C’était le FLN, le front des héros et des chouhada, et qui mieux que le jeune Tahar, parmi les intellectuels qui ont embrassé la cause de la révolution, connaissait les premiers dirigeants de cette lutte armée qui venait à peine de naître ? Lui, par contre, a eu des contacts avec Mohamed Boudiaf, à Bordj-Bou-Arreéridj, bien avant ce 1er Novembre, quand ce dernier était employé aux «Contributions diverses» et responsable de la kasma du PPA, de même qu’avec Rabah Bitat à Alger dans la Casbah, où il le rencontrait dans l’arrière-boutique de tailleur, du frère militant Kechida. Il a eu, également, de sérieux contacts avec un responsable du nom de «Si Ahmad» qui n’était autre que Abbane Ramdane, ce dirigeant charismatique. C’est après ces fructueux contacts que ce dernier  l’a chargé, en été 1955, sous le pseudonyme de «Abdelmoumen», d’une lourde responsabilité au sein de l’organisation d’Alger. Ainsi, le maître d’école de Belcourt – après sa mutation de Palikao – a  eu sous son autorité, la Casbah, le Clos-Salembier, la Redoute, Léveilley, Maison-Carrée, le Retour-de-la-Chasse et Alma (Boudouaou).

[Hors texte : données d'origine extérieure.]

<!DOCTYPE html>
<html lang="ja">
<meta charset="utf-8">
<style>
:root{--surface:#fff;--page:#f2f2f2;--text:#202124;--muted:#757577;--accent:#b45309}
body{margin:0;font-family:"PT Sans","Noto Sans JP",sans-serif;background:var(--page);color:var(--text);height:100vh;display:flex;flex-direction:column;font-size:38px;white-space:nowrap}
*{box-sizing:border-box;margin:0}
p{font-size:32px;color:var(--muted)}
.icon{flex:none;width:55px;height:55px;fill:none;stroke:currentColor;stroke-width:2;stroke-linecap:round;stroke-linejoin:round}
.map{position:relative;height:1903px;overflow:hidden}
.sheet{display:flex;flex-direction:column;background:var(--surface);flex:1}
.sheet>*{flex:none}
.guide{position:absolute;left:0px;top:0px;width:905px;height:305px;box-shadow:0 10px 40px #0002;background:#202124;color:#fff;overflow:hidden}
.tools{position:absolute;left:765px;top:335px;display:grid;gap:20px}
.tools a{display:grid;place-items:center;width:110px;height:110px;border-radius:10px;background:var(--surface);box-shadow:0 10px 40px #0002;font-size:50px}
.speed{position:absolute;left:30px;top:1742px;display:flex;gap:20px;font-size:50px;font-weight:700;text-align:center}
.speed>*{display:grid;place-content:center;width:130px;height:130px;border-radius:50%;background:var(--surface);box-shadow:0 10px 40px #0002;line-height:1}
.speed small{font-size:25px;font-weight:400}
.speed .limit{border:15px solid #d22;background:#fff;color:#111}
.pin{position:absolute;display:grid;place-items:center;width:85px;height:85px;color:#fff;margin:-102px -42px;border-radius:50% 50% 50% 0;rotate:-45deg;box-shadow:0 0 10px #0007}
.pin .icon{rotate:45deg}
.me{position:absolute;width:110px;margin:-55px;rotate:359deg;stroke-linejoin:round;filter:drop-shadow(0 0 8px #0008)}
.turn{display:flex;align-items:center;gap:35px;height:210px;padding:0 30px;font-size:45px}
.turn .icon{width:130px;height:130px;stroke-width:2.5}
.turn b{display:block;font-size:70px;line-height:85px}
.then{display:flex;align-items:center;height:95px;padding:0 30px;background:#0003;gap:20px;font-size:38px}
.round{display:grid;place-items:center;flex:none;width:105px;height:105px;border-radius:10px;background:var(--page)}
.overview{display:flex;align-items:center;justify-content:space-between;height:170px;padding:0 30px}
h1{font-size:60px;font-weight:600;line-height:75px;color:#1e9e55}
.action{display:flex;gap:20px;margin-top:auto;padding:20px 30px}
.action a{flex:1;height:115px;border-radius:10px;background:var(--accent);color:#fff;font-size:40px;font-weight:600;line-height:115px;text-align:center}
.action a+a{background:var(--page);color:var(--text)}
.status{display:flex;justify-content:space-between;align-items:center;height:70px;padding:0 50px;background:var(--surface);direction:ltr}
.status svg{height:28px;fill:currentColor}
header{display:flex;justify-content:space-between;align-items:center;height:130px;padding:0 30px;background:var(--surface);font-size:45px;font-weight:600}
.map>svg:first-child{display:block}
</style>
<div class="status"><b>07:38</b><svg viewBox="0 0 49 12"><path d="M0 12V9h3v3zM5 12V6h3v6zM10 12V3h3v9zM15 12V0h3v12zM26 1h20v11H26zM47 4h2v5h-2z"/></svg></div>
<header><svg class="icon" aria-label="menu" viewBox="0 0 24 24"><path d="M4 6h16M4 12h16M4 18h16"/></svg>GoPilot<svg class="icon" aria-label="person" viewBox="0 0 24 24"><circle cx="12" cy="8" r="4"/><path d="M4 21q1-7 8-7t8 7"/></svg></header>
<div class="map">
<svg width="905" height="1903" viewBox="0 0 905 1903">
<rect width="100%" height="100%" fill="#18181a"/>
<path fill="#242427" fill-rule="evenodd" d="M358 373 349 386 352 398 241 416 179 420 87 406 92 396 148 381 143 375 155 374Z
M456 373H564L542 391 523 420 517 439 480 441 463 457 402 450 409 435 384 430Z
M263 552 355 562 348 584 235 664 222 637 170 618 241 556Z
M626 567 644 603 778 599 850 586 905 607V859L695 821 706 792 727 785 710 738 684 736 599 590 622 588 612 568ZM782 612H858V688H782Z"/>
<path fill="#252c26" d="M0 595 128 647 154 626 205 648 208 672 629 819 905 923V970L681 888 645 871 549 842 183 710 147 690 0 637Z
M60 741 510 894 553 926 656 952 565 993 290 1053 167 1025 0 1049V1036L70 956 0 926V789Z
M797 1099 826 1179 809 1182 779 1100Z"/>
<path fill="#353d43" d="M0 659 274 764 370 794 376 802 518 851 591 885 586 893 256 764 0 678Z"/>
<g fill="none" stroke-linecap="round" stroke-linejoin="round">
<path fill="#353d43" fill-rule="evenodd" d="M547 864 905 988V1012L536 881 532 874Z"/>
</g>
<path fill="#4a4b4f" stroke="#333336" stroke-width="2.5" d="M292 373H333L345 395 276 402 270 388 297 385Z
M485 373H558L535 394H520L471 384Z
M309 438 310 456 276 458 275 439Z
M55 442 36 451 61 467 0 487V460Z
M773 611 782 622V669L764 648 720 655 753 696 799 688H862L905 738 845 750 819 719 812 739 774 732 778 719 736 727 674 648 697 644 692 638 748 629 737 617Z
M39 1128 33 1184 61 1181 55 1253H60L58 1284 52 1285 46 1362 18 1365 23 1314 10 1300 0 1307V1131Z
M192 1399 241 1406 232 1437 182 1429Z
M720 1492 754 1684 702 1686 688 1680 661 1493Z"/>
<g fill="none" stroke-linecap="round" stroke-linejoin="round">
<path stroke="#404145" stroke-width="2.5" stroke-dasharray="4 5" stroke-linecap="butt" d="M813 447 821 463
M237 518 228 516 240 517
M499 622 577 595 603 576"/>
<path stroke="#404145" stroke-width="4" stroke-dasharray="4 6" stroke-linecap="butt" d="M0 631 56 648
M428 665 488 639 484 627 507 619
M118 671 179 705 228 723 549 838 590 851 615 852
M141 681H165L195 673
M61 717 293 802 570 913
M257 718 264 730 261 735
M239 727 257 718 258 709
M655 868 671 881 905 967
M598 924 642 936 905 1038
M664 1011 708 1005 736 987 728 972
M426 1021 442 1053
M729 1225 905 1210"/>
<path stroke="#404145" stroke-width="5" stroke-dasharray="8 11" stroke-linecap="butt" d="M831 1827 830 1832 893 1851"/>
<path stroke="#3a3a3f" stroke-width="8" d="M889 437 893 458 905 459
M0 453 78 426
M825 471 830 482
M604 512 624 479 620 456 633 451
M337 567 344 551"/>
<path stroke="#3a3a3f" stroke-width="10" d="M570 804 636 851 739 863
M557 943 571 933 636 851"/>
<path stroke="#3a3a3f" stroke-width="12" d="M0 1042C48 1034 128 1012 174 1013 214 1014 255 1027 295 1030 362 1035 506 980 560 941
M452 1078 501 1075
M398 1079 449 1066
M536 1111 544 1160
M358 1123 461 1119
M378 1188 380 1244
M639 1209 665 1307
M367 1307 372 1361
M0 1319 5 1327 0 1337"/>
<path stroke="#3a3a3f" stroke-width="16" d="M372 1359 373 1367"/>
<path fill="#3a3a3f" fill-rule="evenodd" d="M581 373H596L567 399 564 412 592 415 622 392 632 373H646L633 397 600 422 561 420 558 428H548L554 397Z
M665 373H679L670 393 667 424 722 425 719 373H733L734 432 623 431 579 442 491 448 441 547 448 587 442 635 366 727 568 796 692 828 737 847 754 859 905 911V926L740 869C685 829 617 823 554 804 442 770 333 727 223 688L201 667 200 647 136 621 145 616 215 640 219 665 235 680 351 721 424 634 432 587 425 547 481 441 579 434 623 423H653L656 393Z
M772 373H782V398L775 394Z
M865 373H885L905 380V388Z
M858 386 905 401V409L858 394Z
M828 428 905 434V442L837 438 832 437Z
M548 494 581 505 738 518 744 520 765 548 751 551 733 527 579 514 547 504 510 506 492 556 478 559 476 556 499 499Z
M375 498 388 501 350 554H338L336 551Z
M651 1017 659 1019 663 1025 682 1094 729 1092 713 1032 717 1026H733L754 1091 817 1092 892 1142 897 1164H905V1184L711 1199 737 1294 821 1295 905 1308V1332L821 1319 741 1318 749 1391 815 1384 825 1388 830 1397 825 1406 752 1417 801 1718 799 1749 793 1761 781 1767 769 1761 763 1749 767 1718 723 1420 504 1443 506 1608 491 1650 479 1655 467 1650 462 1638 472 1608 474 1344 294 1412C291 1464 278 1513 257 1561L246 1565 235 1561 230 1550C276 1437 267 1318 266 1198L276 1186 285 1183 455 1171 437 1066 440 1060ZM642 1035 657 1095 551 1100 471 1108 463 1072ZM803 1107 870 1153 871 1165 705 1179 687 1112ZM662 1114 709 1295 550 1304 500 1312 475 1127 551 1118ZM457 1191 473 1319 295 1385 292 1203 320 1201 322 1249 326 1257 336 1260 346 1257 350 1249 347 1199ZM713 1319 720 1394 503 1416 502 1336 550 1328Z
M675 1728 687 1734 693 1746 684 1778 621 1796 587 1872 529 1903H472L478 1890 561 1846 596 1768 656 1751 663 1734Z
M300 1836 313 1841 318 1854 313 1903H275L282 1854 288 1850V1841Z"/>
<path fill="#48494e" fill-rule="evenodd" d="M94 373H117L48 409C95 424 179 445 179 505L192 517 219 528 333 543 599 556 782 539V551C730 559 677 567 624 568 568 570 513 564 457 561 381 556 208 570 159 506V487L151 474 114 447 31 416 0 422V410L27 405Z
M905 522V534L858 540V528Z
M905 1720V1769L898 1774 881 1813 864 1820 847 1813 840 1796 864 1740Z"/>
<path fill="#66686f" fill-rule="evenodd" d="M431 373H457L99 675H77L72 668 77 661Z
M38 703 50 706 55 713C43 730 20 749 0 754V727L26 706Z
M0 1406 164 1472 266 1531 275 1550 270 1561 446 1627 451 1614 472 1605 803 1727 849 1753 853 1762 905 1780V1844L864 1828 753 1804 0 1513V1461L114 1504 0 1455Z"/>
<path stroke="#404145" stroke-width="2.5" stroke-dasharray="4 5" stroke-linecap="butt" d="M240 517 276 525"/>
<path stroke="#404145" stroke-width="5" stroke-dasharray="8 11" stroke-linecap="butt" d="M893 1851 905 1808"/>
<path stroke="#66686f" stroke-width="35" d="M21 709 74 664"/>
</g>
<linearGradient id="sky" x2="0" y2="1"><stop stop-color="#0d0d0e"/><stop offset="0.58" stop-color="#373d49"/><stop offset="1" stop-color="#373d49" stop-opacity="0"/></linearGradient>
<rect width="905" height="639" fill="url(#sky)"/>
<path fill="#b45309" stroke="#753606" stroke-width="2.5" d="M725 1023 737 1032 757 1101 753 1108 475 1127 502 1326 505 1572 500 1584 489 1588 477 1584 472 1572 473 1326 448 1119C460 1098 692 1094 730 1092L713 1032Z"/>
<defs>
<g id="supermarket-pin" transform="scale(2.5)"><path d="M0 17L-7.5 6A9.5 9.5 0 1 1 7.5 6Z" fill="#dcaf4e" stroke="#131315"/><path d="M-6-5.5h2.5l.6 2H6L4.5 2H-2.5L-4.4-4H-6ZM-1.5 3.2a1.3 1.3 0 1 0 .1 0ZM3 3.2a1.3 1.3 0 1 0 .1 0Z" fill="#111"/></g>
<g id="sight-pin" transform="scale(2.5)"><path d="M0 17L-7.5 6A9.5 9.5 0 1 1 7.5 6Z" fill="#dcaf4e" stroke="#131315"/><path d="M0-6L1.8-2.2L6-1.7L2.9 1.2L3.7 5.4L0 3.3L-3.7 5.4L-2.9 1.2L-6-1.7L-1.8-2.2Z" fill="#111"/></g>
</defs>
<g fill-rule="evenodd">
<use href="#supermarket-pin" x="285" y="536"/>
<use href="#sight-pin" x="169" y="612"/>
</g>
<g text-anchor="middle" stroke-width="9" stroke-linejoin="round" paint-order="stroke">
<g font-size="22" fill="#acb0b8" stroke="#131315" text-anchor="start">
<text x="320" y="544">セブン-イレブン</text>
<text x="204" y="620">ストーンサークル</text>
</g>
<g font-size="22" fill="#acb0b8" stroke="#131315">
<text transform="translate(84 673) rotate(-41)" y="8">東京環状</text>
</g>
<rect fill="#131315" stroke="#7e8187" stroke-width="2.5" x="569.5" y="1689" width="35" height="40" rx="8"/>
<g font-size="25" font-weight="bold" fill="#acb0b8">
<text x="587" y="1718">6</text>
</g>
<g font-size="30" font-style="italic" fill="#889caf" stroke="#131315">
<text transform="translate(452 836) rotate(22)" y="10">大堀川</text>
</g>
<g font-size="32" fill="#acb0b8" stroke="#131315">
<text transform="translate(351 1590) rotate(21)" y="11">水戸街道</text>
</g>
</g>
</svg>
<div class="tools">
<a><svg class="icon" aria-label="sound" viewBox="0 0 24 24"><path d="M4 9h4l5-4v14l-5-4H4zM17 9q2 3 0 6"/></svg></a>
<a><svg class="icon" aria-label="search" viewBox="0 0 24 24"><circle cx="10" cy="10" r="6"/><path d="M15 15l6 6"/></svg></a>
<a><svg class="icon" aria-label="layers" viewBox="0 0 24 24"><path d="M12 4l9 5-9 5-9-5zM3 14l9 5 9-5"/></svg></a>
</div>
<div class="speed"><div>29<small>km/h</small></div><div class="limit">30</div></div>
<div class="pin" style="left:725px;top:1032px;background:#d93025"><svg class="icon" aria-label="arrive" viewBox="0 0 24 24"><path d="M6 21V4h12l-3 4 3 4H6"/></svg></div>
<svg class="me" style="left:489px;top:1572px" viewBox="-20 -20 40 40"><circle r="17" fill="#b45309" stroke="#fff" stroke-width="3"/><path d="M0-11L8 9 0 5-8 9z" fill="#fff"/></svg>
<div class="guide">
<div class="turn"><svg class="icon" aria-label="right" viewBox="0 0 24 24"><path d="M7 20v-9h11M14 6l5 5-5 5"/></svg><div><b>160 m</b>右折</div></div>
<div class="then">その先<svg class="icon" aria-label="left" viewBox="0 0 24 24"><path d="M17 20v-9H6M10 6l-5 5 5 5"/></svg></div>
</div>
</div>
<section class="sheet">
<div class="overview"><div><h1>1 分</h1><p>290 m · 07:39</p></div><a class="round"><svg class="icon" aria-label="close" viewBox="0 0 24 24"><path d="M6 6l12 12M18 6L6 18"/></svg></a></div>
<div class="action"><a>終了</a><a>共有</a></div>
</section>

De là, a commencé l’odyssée de «Si Abdelmoumen», un second périple autrement plus fort, plus consistant, parce qu’il allait s’affirmer de plus en plus dans l’organisation et la direction des opérations dans Alger et même plus loin. L’hymne national, «Qassamen», avec Lakhdar Rebbah que composera Moufdi Zakaria, le recrutement de jeunes fidaïs pour la formation  des groupes de choc qui feront mal, quelque temps après, le contact à de hauts niveaux avec des personnalités françaises, en vue de les sensibiliser au drame algérien, le suivi avec son ami Amara Rachid, de la préparation du Congrès de la Soummam sous les auspices de Abbane Ramdane..., telles étaient les actions déterminantes qui mobilisaient 24/24 l’intellectuel des Beni Ya’la, devenu moudjahid, responsable d’une zone très sensible dans la capitale et ses alentours. 
Devrait-il en rester là ? Non ! Le moudjahid «Si Abdelmoumen» est allé poursuivre son chemin en organisant cette masse prolétaire et laborieuse qui était la plus visée et la plus oppressée par le   régime colonial. Il a pris attache avec Abbane Ramdane qui, déjà, au cours de l’année 1955, l’avait entretenu sur l’éventuelle création d’une centrale syndicale algérienne. «Ainsi, les circonstances allaient faire de moi un des membres fondateurs de ce qui sera l’Union générale des travailleurs algériens (UGTA). Pour cela, je devais rentrer en relation avec Aïssat Idir...», écrivait-il dans «Le combat pour la liberté» tome I, pour expliquer ses tout premiers pas dans cette nouvelle et importante organisation des travailleurs et pour laquelle il n’avait «aucune expérience syndicale», avouait-il franchement. «C’était donc en militant politique que je m’étais engagé parmi les pionniers du syndicalisme.» De même qu’il expliquait clairement, concernant Aïssat Idir, qu’il n’avait pas de difficulté, ni de gêne à le rencontrer puisque, d’abord, il habitait le même quartier que lui, à Belcourt, ensuite, il le voyait souvent autour de sujets politiques et ce, depuis le PPA/MTLD.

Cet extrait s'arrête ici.